Wednesday, July 7, 2010

The poetry I promised...

Don't laugh.

This first poem is based on the poetry of Walt Whitman, my favorite dead man in the entire world.

If You Want Me

I, Sarah Kaplan, the daughter of the city,
a cosmos of messy ponytails and library books and skinned knees,
bequeath myself to the sunburnt pavement
and dirty linoleum, and dandelions that grow between cracks in the sidewalk,
to the chipped and rust-stained tiles that line the walls of the 7th avenue subway station,
to the parched and yellowed outfield grass in Prospect Park, witness
to dropped pop flies and late-inning comebacks, secret kisses stolen after dark,
sorrows and picnics and bare feet attached to long freckled bodies,
arms outstretched and grasping on to a kite string as if for dear life.
I am that grass, roots dug deep in six feet of Brooklyn dirt,
trodden by the feet of eight million New Yorkers. I bury my heart
beneath their pounding heels, but quivering at the ends of kite strings
I gain the sky.
If you want me, look for me in subways and cramped kitchens;
look at cracked sidewalks and weed choked lawns, and the grass
in Prospect Park where red infield dirt meets everything that lies beyond.
If you want me again, look for me under your boot soles—
you will hardly know the dreams you’ll find there.

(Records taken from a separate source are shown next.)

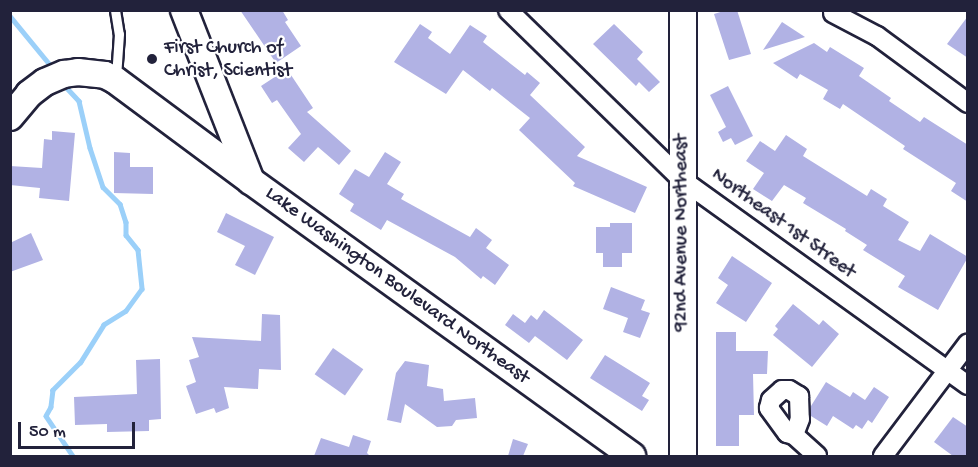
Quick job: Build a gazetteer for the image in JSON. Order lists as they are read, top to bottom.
{
  "streets": {
    "main road": ["92nd Avenue Northeast", "Lake Washington Boulevard Northeast"],
    "street": ["Northeast 1st Street"]
  },
  "crossings": [
    ["Northeast 1st Street", "92nd Avenue Northeast"]
  ],
  "places": ["First Church of Christ, Scientist"],
  "scale_bar": "50 m"
}
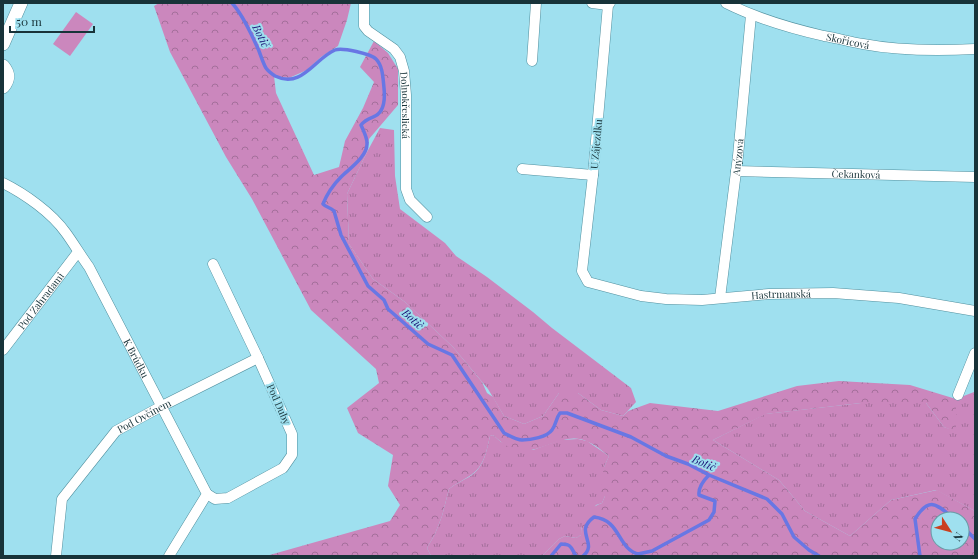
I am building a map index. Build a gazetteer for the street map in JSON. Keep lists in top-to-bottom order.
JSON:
{
  "streets": {
    "street": [
      "Skořicová",
      "Dolnokřeslická",
      "U Zájezdku",
      "Anýzová",
      "Čekanková",
      "Hastrmanská",
      "Pod Zahradami",
      "K Brůdku",
      "Pod Duby",
      "Pod Ovčínem"
    ]
  },
  "crossings": [
    ["Skořicová", "Anýzová"],
    ["U Zájezdku", "Hastrmanská"],
    ["Anýzová", "Čekanková"],
    ["Anýzová", "Hastrmanská"],
    ["Pod Zahradami", "K Brůdku"],
    ["K Brůdku", "Pod Duby"],
    ["K Brůdku", "Pod Ovčínem"],
    ["Pod Duby", "Pod Ovčínem"]
  ],
  "water": ["Botič"],
  "scale_bar": "50 m",
  "north": "bottom right"
}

And these are the first three stanzas of a sestina. A sestina is one of the coolest and hardest forms of poetry out there. If you want to know more about them go to

Kentile Floors

Wake up to the sound of running water,
and cat feet scurrying in the morning half light,
and cries for kibble—a voice like slivers of glass
in your ears, breaking the world into pieces
you must find a way to put together;
give order to the chaos, make it habitable.

Shake sleep from your eyes, learn to reinhabit
this noisy world. Give the cat her water
and food. You string motions together:
take the twelve frozen steps to the bathroom, switch on the light,
shake off your pajamas till your dreams lie in pieces
on the tile floor, splintered like glass—

careful not to step in it. Look hard in the glass,
accept the constellations of acne that inhabit
the skin of your forehead, the unfinished piece
of abstract art that is your teenage face. Turn on the water
and scrub at your flaws, hold them up to the light,
wring them out and resolve to be better.